Researchers working with our material need up-to-date regulatory support for grant proposals, patent filings, and sometimes regulatory submissions. Unlike bulk traders, we supply a dossier including synthetic route description, detailed analytical results, and evidence of full upstream traceability. If a regulatory body asks for an impurity profile or residual solvent declaration, we can supply it from our internal records without delay. Decades of accumulated expertise let us provide more than stamped paperwork; we provide immediate access to real production knowledge.
Making a complex compound and selling it as a catalog item doesn’t build real relationships. Effective partnership grows out of technical knowledge, process transparency, and a willingness to adapt. Customers working at the limits of chemical science frequently need more than a standard lot of white powder. They want insight into how that material was made, handled, and tested. We speak directly as the makers, not through sales reps or outsource liaisons, so the discussion often uncovers details impossible to record in a data sheet.
Troubleshooting with real users deepens our technical understanding, and the cumulative effect tightens both our internal procedures and the reliability of each future batch. The reality is, a manufacturer’s reputation rides on each kilogram delivered—a discipline reinforced by years of firsthand lessons from chemical failures and successes both.
Process scale-up for specialty molecules introduces new hurdles every quarter. Recurrent issues with some intermediates, such as limited shelf stability or temperature-sensitive degradation, encouraged us to switch to inline processing equipment that reduces lag time and product hold-ups. We learned through multiple campaigns that subtle changes in raw material source or reactor coating can dramatically shift both impurity levels and crystallization profiles.
Continued investment in analytic equipment such as real-time monitoring probes changed the game for us. Before, it took effort to adjust during a run if deviations popped up. Now, our operators flag problems and adjust parameters on the fly before any batch drifts out of spec, maintaining not only purity but also yield, thus keeping costs manageable. These advances emerged from chasing practical process issues, backed up by regular engagement with research partners who expect fast answers and true technical support.

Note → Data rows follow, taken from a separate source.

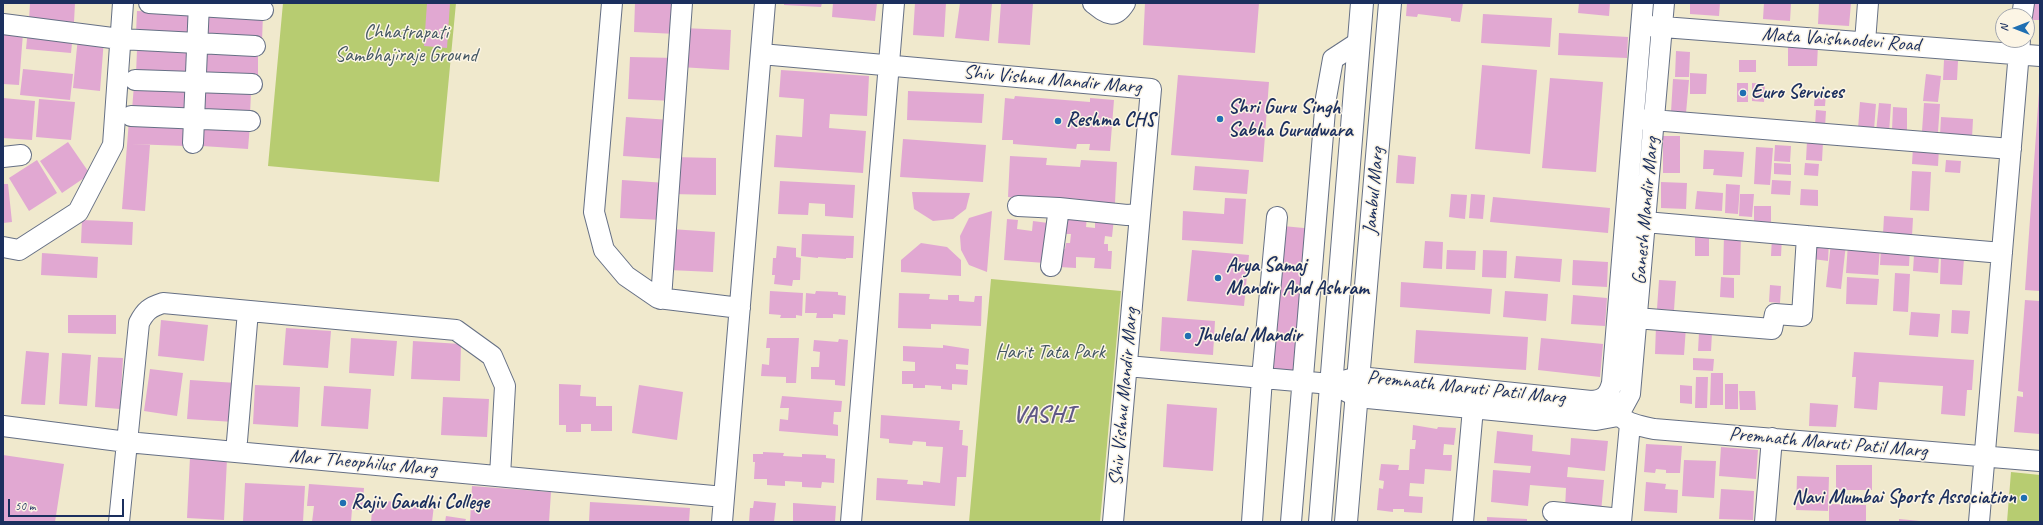 <!DOCTYPE html>
<html>
<head>
<meta charset="utf-8">
<style>
  body { margin:0 }
  #map { position:relative; width:2043px; height:525px; overflow:hidden; background:#f0e9cd; font-family:Caveat,sans-serif }
  canvas { display:block }
  .frame { position:absolute; inset:0; border:4px solid #1b2f5e; pointer-events:none }
  .north { position:absolute; left:1995px; top:8px; width:40px; height:40px; box-sizing:border-box; background:#fcf5e5; border:1px solid #a2a6af; border-radius:50%; rotate:270deg; font-size:11px; font-weight:700; line-height:16px; text-align:center; color:#1b2f5e }
  .north::after { content:''; display:block; margin:auto; width:14px; height:18px; background:#1f6fb2; clip-path:polygon(50% 0,100% 100%,50% 72%,0 100%) }
  .scale { position:absolute; left:8px; top:499px; width:116px; height:18px; box-sizing:border-box; border:2px solid #1b2f5e; border-top:0; padding-left:5px; font-size:12px; line-height:14px; white-space:nowrap; color:#1b2f5e; -webkit-text-stroke:3px #fcf5e5; paint-order:stroke }
</style>
</head>
<body>
<div id="map">
<canvas width="2043" height="525"></canvas>
<div class="frame"></div>
<div class="north">N</div>
<div class="scale">50 m</div>
</div>
<script>
const context = document.querySelector('canvas').getContext('2d');
context.lineJoin = 'round';
function fillPath(path, color) { context.fillStyle = color; context.fill(path, 'evenodd'); }
function strokePath(path, color, width, dash) { context.strokeStyle = color; context.lineWidth = width; context.lineCap = dash ? 'butt' : 'round'; context.setLineDash(dash || []); context.stroke(path); }
function label(font, color, halo, rows, align = 'center') {
  context.font = font + ' Caveat,sans-serif'; context.lineWidth = 3; context.setLineDash([]); context.textBaseline = 'middle'; context.strokeStyle = halo; context.fillStyle = color; for (const [text, x, y, turn = 0] of rows) {
    context.save(); context.translate(x, y); context.rotate((+turn || 0) * Math.PI / 180); context.textAlign = isNaN(turn) ? turn : align; if (halo) context.strokeText(text, 0, 0); context.fillText(text, 0, 0); context.restore();
  }
}
fillPath(new Path2D(`
  M283,3H456L439,182L268,166Z
  M991,279L1121,291L1100,522H969Z
  M2011,472L2040,475V522H2007Z`), '#b7cc71');
fillPath(new Path2D(`
  M30,3H75L74,22L29,20Z
  M427,3H450L447,48L424,46Z
  M635,3H678L677,34L634,32Z
  M784,3H822L821,7L784,5Z
  M833,3H877L875,21L832,17Z
  M915,3H946L944,37L913,35Z
  M960,3H992L989,41L955,38Z
  M1001,3H1033L1030,45L998,43Z
  M1145,3H1259L1255,53L1143,45Z
  M1407,3H1463L1460,22L1451,21V18L1418,14L1417,17L1406,16Z
  M1579,3H1610L1609,16L1578,13Z
  M1690,3H1720L1719,16L1690,14Z
  M1764,3H1791L1790,21L1763,19Z
  M1819,3H1851L1849,26L1818,24Z
  M2032,3H2040V20H2031Z
  M137,11L192,13L191,35L136,33Z
  M202,11L263,14L262,41L201,38Z
  M1483,14L1552,18L1550,47L1481,43Z
  M682,28L731,30L729,70L680,67Z
  M28,29L73,33L71,53L26,49Z
  M3,31L23,33L19,85L3,84Z
  M1559,33L1628,37L1627,58L1558,55Z
  M78,37L104,39L100,91L73,88Z
  M1788,44L1818,45L1817,66H1788Z
  M137,50L190,52V76L136,74Z
  M1676,51L1690,52L1689,77H1675Z
  M203,52L258,53V78H203Z
  M630,57L676,58L674,101L628,99Z
  M1739,60H1756V72H1739Z
  M1944,60L1958,61L1957,80H1943Z
  M1482,65L1537,70L1530,154L1475,149Z
  M23,69L73,74L70,100L20,95Z
  M781,70L869,76L867,116L830,114L829,128L866,131L863,173L774,167L776,135L802,137L804,99L779,97Z
  M1690,73L1707,74L1706,94H1690Z
  M1926,74L1941,76L1938,102L1923,101Z
  M1178,75L1269,82L1263,162L1171,155Z
  M1550,78L1603,82L1596,172L1542,168Z
  M1673,79L1689,80L1686,113L1671,112Z
  M1737,83H1748V102H1737Z
  M1752,83L1765,84L1764,102L1752,101Z
  M134,85L187,88L185,113L132,110Z
  M201,88L251,91L250,115L199,112Z
  M908,91L984,94L982,123L907,120Z
  M2039,92H2040V291L2025,290Z
  M1815,94H1826L1825,106H1814Z
  M1015,96L1090,102V98L1114,100L1110,151L1089,150L1090,144H1077L1076,149L1013,144V140H1002L1005,98L1014,99Z
  M3,98L35,101L32,140L3,138Z
  M39,99L75,102L71,140L36,137Z
  M1860,102L1876,104L1874,130L1858,129Z
  M1879,103L1891,104L1889,133L1876,132Z
  M1924,103L1940,104L1938,132L1922,131Z
  M1893,107L1907,108V130H1892Z
  M1816,110L1826,111L1825,127L1815,126Z
  M626,117L671,120L668,159L623,156Z
  M1941,117L1973,119L1972,138L1940,135Z
  M129,120L186,122L185,146L131,144L150,145L145,211L122,209Z
  M204,122L250,125L248,149L202,146Z
  M1663,136H1680V173H1663Z
  M903,139L986,145L983,182L900,177Z
  M1807,141L1823,142L1822,161L1806,160Z
  M68,142L90,174L62,193L40,161Z
  M1775,145L1791,146L1790,162L1774,161Z
  M1756,147L1773,148L1770,185L1754,184Z
  M1913,147L1939,148L1938,166L1912,164Z
  M1704,150L1744,152L1742,177L1713,175L1714,169H1703Z
  M1398,155L1416,157L1414,184L1396,183Z
  M1010,156L1047,158L1046,165L1080,167L1081,160L1117,162L1115,203L1093,202L1077,205L1078,199L1041,197V205L1028,199L1008,197Z
  M672,157L716,158V195L672,194Z
  M37,160L57,193L29,211L9,178Z
  M1946,160L1961,161L1960,173L1945,172Z
  M1774,163L1791,164V175L1774,174Z
  M1805,163L1819,164L1818,176L1804,175Z
  M1195,166L1249,170L1247,194L1193,190Z
  M1912,171L1931,172L1929,211L1910,210Z
  M622,180L666,183L663,220L620,218Z
  M1772,180L1791,181L1790,195L1771,194Z
  M780,181L855,185L853,218L825,216V204L809,203L808,215L778,214Z
  M1661,182L1687,183L1686,209L1661,208Z
  M3,184H8L12,222L3,223Z
  M1726,184L1740,185L1738,214L1725,213Z
  M1801,189L1818,190V206L1800,205Z
  M1697,191L1723,193L1722,211L1695,209Z
  M912,192L970,193L966,209L953,219L933,221L914,209Z
  M1451,194L1467,195L1465,219L1449,217Z
  M1471,194L1485,195L1483,219L1469,218Z
  M1740,194H1754L1752,217L1739,216Z
  M1493,197L1610,208L1608,233L1490,222Z
  M1225,198L1246,199L1243,244L1182,240L1183,211L1224,214Z
  M1754,206H1771V223H1754Z
  M992,211L987,272L969,265L961,250L960,236L969,218Z
  M1067,215L1087,216L1086,227L1095,228V217L1114,218L1112,237L1105,236L1104,244H1108V251H1112L1111,269L1094,268L1095,258L1076,257V268L1059,267L1060,249H1065L1066,243H1070L1071,234H1066Z
  M1884,216L1913,218L1912,236L1883,234Z
  M1007,219L1018,220L1017,229L1032,231L1033,221L1048,223L1045,263L1004,260Z
  M82,220L133,222L132,245L81,243Z
  M1283,226L1314,229L1301,373L1270,370Z
  M671,229L715,232L713,272L669,270Z
  M802,234L854,236L853,258H846V259L818,257V258L801,256Z
  M1724,235H1741L1740,275H1723Z
  M1695,236H1709V256H1695Z
  M1772,237H1782L1781,256H1771Z
  M1814,240L1829,241L1828,261L1813,259Z
  M1425,241L1443,242L1442,269L1423,268Z
  M921,243L947,247L961,260V276L901,272V260Z
  M1831,243L1846,244L1841,289L1826,287Z
  M1848,243L1880,246L1878,275L1846,273Z
  M777,246L796,248V257L801,258L800,280H793L792,286L774,284L775,275H772L773,258H776Z
  M1881,247L1910,248L1909,266L1880,265Z
  M1192,250L1249,255L1244,306L1187,301Z
  M1447,250L1476,251L1475,270L1446,269Z
  M1483,250L1507,251L1506,278L1482,277Z
  M42,253L98,257L97,278L41,275Z
  M1914,255L1939,257L1938,273L1913,271Z
  M1516,256L1562,259L1560,282L1514,278Z
  M1941,257L1964,259L1962,285L1940,284Z
  M1573,260L1608,262L1607,287L1572,285Z
  M1895,273L1910,274L1908,312L1893,311Z
  M1721,277L1734,278V298L1720,297Z
  M1847,277L1879,279L1877,305L1846,304Z
  M1659,280L1676,281L1674,310L1657,309Z
  M1401,282L1492,289L1490,314L1400,307Z
  M1770,285L1781,286L1780,303L1769,302Z
  M770,291L803,293L802,316L796,315V318H780L781,315L769,314Z
  M816,291L838,292V295L846,296L845,315L833,314V318H816L817,313H805L806,293L815,294Z
  M1505,291L1548,294L1546,321L1503,317Z
  M899,293L930,294L929,299L948,300V295H959V301L974,302L975,296H982L981,326L931,324V329L898,328Z
  M1573,295L1607,298L1605,326L1571,324Z
  M2025,300L2040,301V434L2014,432L2017,396L2023,397V392L2018,391Z
  M1952,310L1970,311L1968,334L1951,333Z
  M1911,312L1940,314L1938,337L1909,335Z
  M68,315H116V334L68,333Z
  M1162,317L1215,321L1213,355L1160,351Z
  M161,320L208,325L204,361L158,356Z
  M1656,326L1686,327L1684,355L1655,354Z
  M286,328L331,331L328,368L283,365Z
  M1416,330L1528,337L1526,370L1414,363Z
  M1699,332L1712,333L1711,351H1698Z
  M351,338L397,341L394,376L349,373Z
  M767,338H799L796,383H786V377L761,376L762,364L769,365L770,348H766Z
  M1541,338L1603,344L1600,377L1538,370Z
  M839,339L848,340L845,386L835,385V380L811,379V367H819L820,352L813,351L814,340L838,342Z
  M413,341L461,344L460,381L411,379Z
  M943,345L969,349L968,365L956,364V369L968,370L967,385L952,384V390L941,389V386L925,385V388H913V384H902V371H915V362L903,361V346L943,348Z
  M26,351L49,353L45,405L21,404Z
  M1854,352L1974,360L1972,390H1967L1965,416L1941,414L1943,386L1879,382L1877,410L1854,408L1856,377H1852Z
  M62,353L91,355L87,406L59,404Z
  M98,357L123,358L120,409L95,407Z
  M1693,358L1714,359L1713,371L1693,370Z
  M150,369L183,373L177,416L144,411Z
  M1711,373H1723V405H1710Z
  M1696,377H1708L1707,408H1695Z
  M190,380L237,383L234,422L187,419Z
  M559,384L581,385L580,396L596,397V406H612V431H591V424H581V432H566V425H559Z
  M1725,384H1738V409H1725Z
  M255,385L300,387L298,427L253,424Z
  M639,385L683,392L677,440L632,433Z
  M1680,385L1692,386V404L1680,403Z
  M324,386L371,389L368,429L321,426Z
  M1739,391H1755L1756,410H1740Z
  M782,396L842,401L841,412H834L833,424L838,425V436L779,431L780,419L788,420L789,408H780Z
  M443,397L489,399L487,437L441,435Z
  M1810,403L1838,405L1836,427L1809,426Z
  M1167,404L1217,408L1213,471L1163,467Z
  M881,415L960,421L959,430H963L962,445L968,446L966,477H957L955,506L876,500L877,478L908,480L907,484L923,485V481L940,483L943,447L926,446V442L913,441L912,445L889,443V439L880,438Z
  M1413,425L1437,429L1438,427L1456,428L1454,445L1444,444L1443,455H1452L1451,471L1425,469L1424,484L1410,483L1409,496L1423,497L1422,513L1404,512V509H1393V512L1377,510L1379,488L1383,489L1384,481L1379,480L1381,464L1399,465L1398,470H1409L1410,449H1415L1416,440H1412Z
  M1497,431L1533,435L1532,451L1570,455L1571,438L1608,441L1605,471L1568,467L1567,477L1604,480L1601,512L1565,509L1566,488L1530,485L1528,506L1491,502L1493,470L1530,473L1531,466L1494,463Z
  M1646,444L1682,446L1680,473H1666V470L1656,469L1655,473L1644,472Z
  M1721,447L1758,450L1756,479L1719,476Z
  M763,452L784,453L783,456L802,457V454L826,455V458L835,459L834,483L822,482L821,488L802,487V482L785,481V486L767,485V479H754L755,462H753V454H763Z
  M3,455L64,464L55,522H3Z
  M190,457L227,459L224,520L187,518Z
  M1684,460L1716,461L1714,498L1682,496Z
  M1836,465H1872V490H1836Z
  M1797,476L1829,477L1828,511L1796,510Z
  M1646,482L1666,484L1665,489L1678,490L1677,513L1644,511Z
  M245,483L305,486L303,522L243,521Z
  M309,484L364,488L362,510L352,509L351,522H312L314,506H307Z
  M472,486L551,492L549,522H470Z
  M1721,489L1754,491L1753,520L1719,519Z
  M373,500L434,505L432,522H371Z
  M754,501L776,503L774,522H749L750,508H753Z
  M590,502L690,508L689,522H589Z
  M793,503L836,506L835,522H793Z
  M1829,504L1866,505V522H1829Z
  M446,516L466,519L465,522H445Z
  M1487,517L1527,519V522H1487Z
  M1899,519L1920,521V522H1899Z`), '#e1a8d2');
const minor = new Path2D(`
  M149,3L263,10
  M612,3L594,212L604,250L626,276L658,298L740,308
  M1093,3C1106,13 1114,21 1125,3
  M2022,16L2024,3
  M3,24L120,39L255,46
  M1650,26L2040,56
  M1865,42L1868,3
  M761,54L1151,89L1113,522
  M135,80L252,84
  M131,116L250,121
  M1640,119L2011,149
  M193,143L199,3
  M3,157L21,155
  M1018,206L1059,208
  M1645,222L2002,253
  M3,247L19,250L78,212L113,145L123,3
  M1051,266L1059,208L1127,215L1140,214
  M661,299L682,3
  M1636,318L1772,329L1775,314L1802,316L1807,236
  M1127,366L1331,384L1359,377L1591,401C1604,400 1609,395 1612,383L1643,3
  M1342,389L1357,397L1596,420L1618,416
  M1606,397C1622,422 1625,423 1654,429L2040,461
  M1618,416L1630,394L1664,3
  M3,426L127,442L724,497
  M237,441L248,311
  M1553,512L1621,519
  M119,522L139,323C145,311 150,307 163,303L456,330L492,356L505,386L500,476
  M722,522L765,3
  M851,522L894,3
  M1252,522L1262,378L1277,217
  M1291,522L1326,98L1333,59L1359,42
  M1463,522L1473,408
  M1621,522L1630,424
  M1765,522L1772,438
  M1979,522L2020,40`);
const major = new Path2D(`
  M1320,522L1362,3
  M1346,522L1390,3`);
strokePath(minor, '#667085', 22);
strokePath(major, '#667085', 24);
strokePath(minor, '#fff', 20);
strokePath(major, '#fff', 22);
for (const [x, y, r, color] of [
  [1743,93,4,"#1f6fb2"],
  [1220,119,4,"#1f6fb2"],
  [1058,121,4,"#1f6fb2"],
  [1218,278,4,"#1f6fb2"],
  [1188,336,4,"#1f6fb2"],
  [2024,498,4,"#1f6fb2"],
  [343,503,4,"#1f6fb2"]
]) { const dot = new Path2D(); dot.arc(x, y, r, 0, 2 * Math.PI); context.fillStyle = color; context.fill(dot); strokePath(dot, '#fcf5e5', 1.5); }
label('20px', '#425663', '#fcf5e5', [
  ["Chhatrapati",406,33],
  ["Sambhajiraje Ground",406,56],
  ["Harit Tata Park",1050,353]
]);
label('20px', '#1b2f5e', '#fcf5e5', [
  ["Mata Vaishnodevi Road",1841,40,4],
  ["Shiv Vishnu Mandir Marg",1052,80,5],
  ["Jambul Marg",1374,191,-85],
  ["Ganesh Mandir Marg",1646,211,-85],
  ["Premnath Maruti Patil Marg",1466,388,6],
  ["Shiv Vishnu Mandir Marg",1124,397,-85],
  ["Premnath Maruti Patil Marg",1828,443,5],
  ["Mar Theophilus Marg",363,463,5]
]);
label('bold 20px', '#1b2f5e', '#fcf5e5', [
  ["Euro Services",1751,93],
  ["Shri Guru Singh",1228,108],
  ["Sabha Gurudwara",1228,131],
  ["Reshma CHS",1066,121],
  ["Arya Samaj",1226,266],
  ["Mandir And Ashram",1226,289],
  ["Jhulelal Mandir",1196,336],
  ["Navi Mumbai Sports Association",2016,498,"right"],
  ["Rajiv Gandhi College",351,503]
], 'left');
context.letterSpacing = '1px';
label('bold 24px', '#605987', '#fcf5e5', [
  ["VASHI",1044,416]
]);
context.letterSpacing = '0px';
</script>
</body>
</html>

Experience teaches that originator manufacturers possess both the flexibility and technical depth needed for material innovation to be reliable and progressive. Researchers fed up with inconsistent supply or unresponsive distributors have a direct line to the team who oversaw every facet of development from kilo-scale testing to full ton-scale output. That’s a critical advantage in time-sensitive research projects.
Unlike many intermediaries who buy and relabel, the originator brings a long memory—tracking both the history of the process and a collective understanding of underlying reaction mechanisms, supply vulnerabilities, and potential for formula tweaks. When end-users encounter unforeseen difficulties in synthesis or characterization, the manufacturing team can often suggest solutions based on actual plant data rather than theoretical recommendations. Over the years, this has led to faster troubleshooting and more productive collaborations with both academic and commercial partners.
Taking ethyl 1-(4-methoxyphenyl)-6-(4-nitrophenyl)-7-oxo-4,5,6,7-tetrahydro-1H-pyrazolo[3,4-c]pyridine-3-carboxylate from an interesting chemical idea to a robust, widely used research tool required not only scientific effort but a hard-won willingness to adapt, communicate, and reinvest in our own process discipline. The value of a specialty compound traces directly to the rigor of its manufacturing origin—and to the openness of its makers to evolve the process as new scientific goals emerge.